__WHAT TO DO__: Look below for the line holding "position:absolute; right:15px; bottom:15px;" and the line holding "position:absolute; left:395px; top:85px;". Repeat those two and everything between, exactly.

__MATERIAL FOR THE TASK__:
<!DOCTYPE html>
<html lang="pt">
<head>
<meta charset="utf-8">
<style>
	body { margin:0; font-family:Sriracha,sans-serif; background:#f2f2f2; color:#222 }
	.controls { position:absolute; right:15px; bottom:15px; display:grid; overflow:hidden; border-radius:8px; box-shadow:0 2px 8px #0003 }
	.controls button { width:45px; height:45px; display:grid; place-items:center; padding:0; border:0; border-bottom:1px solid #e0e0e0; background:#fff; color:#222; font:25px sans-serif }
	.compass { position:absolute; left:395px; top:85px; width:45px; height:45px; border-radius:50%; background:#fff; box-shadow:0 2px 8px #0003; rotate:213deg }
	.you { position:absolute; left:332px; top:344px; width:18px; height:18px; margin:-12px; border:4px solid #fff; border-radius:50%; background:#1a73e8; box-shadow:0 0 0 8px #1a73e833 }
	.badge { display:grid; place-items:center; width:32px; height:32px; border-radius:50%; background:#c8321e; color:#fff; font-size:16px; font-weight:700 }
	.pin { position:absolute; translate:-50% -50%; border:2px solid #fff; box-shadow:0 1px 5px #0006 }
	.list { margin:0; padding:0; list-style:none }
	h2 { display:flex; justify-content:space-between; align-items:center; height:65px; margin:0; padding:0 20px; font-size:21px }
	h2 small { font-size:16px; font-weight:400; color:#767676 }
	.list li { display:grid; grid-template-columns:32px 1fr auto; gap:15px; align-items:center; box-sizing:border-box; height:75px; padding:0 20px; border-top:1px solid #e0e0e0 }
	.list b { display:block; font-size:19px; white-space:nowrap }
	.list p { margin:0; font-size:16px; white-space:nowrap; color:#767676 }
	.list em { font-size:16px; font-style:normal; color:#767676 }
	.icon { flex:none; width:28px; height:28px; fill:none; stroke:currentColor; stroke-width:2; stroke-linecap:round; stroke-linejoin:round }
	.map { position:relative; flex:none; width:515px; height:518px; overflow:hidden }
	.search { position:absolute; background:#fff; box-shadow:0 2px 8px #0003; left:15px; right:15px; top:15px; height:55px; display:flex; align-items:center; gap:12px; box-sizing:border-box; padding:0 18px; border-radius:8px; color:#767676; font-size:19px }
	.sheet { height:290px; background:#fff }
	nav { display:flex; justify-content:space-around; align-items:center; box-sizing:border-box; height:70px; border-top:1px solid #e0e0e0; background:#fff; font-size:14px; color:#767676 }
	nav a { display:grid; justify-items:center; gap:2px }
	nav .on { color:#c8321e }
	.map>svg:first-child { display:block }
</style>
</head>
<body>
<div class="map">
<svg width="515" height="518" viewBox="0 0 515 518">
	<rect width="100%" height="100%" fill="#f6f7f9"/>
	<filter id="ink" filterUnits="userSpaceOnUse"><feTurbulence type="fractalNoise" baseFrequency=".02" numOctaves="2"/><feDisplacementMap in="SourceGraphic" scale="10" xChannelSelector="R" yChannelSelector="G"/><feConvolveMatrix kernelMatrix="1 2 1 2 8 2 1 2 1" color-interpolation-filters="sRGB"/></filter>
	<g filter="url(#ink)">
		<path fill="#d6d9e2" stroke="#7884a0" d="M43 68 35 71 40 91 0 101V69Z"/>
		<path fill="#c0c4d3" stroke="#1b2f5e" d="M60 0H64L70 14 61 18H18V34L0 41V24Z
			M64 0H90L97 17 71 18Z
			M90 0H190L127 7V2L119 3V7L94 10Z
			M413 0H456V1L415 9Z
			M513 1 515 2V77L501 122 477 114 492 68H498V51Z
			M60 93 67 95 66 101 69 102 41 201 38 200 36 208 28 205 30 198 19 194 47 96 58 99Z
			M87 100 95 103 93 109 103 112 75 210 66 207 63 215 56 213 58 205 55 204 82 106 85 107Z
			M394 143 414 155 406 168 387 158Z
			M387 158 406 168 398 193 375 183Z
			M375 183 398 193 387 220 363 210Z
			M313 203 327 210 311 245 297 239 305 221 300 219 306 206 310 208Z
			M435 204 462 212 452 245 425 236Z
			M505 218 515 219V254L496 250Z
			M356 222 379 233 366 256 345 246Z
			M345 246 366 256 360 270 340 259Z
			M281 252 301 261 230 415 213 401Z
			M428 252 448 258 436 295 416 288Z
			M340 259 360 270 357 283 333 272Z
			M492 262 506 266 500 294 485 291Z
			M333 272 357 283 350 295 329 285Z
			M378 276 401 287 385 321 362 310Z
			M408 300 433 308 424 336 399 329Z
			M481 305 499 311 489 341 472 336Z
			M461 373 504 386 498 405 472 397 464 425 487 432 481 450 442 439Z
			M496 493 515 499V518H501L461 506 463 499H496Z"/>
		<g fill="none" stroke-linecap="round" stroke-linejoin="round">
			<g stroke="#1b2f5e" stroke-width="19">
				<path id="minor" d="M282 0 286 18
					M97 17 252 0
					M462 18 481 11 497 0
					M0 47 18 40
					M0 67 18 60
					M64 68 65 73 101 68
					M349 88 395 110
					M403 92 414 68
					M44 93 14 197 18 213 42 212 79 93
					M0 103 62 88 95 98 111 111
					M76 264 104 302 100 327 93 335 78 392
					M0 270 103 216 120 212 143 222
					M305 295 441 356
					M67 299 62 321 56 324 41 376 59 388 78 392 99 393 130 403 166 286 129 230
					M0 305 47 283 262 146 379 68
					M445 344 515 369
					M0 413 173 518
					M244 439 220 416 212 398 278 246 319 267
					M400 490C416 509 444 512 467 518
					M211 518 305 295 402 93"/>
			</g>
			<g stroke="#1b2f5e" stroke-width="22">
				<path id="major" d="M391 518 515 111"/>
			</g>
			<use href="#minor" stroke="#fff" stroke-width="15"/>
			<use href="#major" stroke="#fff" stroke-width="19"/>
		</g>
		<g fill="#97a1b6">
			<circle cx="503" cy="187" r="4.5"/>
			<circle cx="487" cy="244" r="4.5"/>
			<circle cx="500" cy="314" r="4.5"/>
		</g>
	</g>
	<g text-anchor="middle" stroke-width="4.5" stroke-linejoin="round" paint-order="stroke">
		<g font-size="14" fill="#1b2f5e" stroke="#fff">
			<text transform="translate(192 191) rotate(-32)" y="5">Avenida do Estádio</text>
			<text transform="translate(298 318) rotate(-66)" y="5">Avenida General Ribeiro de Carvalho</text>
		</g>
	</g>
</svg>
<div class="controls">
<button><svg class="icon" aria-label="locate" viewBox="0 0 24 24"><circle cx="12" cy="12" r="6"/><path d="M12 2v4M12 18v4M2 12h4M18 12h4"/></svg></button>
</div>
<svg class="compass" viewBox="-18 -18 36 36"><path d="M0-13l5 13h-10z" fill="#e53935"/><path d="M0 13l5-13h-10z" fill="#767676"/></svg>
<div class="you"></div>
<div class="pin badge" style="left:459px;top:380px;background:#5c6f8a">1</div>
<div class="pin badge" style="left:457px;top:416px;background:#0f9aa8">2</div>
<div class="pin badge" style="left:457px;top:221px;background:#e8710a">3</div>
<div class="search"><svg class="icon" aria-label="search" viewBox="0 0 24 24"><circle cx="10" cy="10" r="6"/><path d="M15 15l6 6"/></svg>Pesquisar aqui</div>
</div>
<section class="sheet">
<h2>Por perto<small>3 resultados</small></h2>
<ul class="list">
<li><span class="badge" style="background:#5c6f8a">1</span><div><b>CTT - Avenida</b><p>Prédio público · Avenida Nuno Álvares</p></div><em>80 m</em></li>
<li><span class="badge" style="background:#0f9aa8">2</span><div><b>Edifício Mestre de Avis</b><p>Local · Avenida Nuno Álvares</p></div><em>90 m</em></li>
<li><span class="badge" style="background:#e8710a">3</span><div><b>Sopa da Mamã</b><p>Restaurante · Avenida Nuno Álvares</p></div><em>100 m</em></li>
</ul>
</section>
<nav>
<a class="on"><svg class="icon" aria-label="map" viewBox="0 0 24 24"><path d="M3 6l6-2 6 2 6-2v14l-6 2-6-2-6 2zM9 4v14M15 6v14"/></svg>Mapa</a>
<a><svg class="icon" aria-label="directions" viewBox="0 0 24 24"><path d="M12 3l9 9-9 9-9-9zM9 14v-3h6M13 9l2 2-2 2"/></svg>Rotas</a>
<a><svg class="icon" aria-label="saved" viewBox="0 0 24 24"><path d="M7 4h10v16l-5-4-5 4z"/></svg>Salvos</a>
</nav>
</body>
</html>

__OUTPUT OF THE EXERCISE__:
	.controls { position:absolute; right:15px; bottom:15px; display:grid; overflow:hidden; border-radius:8px; box-shadow:0 2px 8px #0003 }
	.controls button { width:45px; height:45px; display:grid; place-items:center; padding:0; border:0; border-bottom:1px solid #e0e0e0; background:#fff; color:#222; font:25px sans-serif }
	.compass { position:absolute; left:395px; top:85px; width:45px; height:45px; border-radius:50%; background:#fff; box-shadow:0 2px 8px #0003; rotate:213deg }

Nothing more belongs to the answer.